Hamas has long vowed that delays in the cash deliveries and Israel’s demands for oversight over its distribution will lead to another round of fighting. Now the sides appear on the cusp of that next round.
Each cycle drives home yet again the cost Israel is paying for the decision last year by the Israeli government to allow Qatar to send $15 million per month in cash to Gaza.
Palestinians receive their financial aid as part of $480 million in aid allocated by Qatar, at a post office in Gaza City on May 19, 2019. (Abed Rahim Khatib/Flash90)
Since then, Hamas’s appetite for Qatari cash has only grown.
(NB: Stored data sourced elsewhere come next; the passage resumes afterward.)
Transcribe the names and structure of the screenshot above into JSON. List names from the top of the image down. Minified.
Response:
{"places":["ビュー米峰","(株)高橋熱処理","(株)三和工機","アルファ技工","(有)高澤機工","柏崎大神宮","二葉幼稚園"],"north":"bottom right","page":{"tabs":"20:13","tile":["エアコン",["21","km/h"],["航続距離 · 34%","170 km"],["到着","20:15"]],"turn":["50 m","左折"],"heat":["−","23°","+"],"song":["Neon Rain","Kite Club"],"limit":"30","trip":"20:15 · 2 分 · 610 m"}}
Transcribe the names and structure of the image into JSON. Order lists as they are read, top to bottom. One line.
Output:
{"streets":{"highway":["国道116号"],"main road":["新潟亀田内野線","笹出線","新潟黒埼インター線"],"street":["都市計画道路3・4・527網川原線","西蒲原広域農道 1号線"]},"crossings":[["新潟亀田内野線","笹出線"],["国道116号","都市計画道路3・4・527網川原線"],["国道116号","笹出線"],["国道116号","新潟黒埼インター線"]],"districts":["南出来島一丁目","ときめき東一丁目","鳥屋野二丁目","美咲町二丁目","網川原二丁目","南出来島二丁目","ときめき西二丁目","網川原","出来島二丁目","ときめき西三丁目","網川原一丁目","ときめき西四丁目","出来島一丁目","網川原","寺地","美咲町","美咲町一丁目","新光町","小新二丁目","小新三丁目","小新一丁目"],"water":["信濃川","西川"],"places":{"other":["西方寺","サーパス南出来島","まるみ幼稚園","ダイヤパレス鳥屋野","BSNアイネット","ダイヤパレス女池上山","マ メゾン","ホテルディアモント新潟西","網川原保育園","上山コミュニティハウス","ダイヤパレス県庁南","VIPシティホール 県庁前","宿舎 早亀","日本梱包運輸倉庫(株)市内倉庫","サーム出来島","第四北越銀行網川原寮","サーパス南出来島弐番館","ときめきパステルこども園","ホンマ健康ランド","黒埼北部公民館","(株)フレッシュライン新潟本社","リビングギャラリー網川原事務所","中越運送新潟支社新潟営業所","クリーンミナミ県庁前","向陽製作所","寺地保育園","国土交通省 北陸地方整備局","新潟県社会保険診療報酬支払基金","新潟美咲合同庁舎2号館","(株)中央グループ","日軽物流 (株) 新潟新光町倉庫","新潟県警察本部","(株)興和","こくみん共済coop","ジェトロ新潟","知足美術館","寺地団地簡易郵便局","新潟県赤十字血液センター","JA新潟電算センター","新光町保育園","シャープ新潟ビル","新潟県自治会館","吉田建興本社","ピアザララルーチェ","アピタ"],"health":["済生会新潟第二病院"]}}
And the terror group has learned that with a little muscle-flexing and threats, Netanyahu and his various governments, interim and permanent alike, will always choose to pay the protection money rather than have an escalation.
The inevitable decision to let the money in makes a great deal of sense. It prevents war. But it also has a cost: the recurring escalations Israel now experiences every month or two. Indeed, even if the Qatari money enters the Strip and the latest escalation dies down, there is no discernible alternative arrangement that promises a better, more stable outcome.
After this round of fighting, others will surely follow. Hamas feels it has few other acceptable options. Humanitarian conditions in the Palestinian enclave are deteriorating, unemployment is rising, infrastructure rehabilitation projects are delayed, and the Islamic Jihad terror group is constantly breathing down Hamas’s neck (with Iranian encouragement, to be sure) and pushing for new rounds of fighting with Israel. The Palestinian Authority, meanwhile, is doing its utmost to further damage Gaza’s economy as part of Fatah’s long-running feud with Hamas.
Facing such pressure, Hamas now sees an opportunity. Israel’s coming elections, it knows from very recent experience, make Netanyahu vulnerable to pressure. This could be an advantageous time to obtain new concessions, mainly through its tried and tested method of carefully controlled increases in violence on the ground.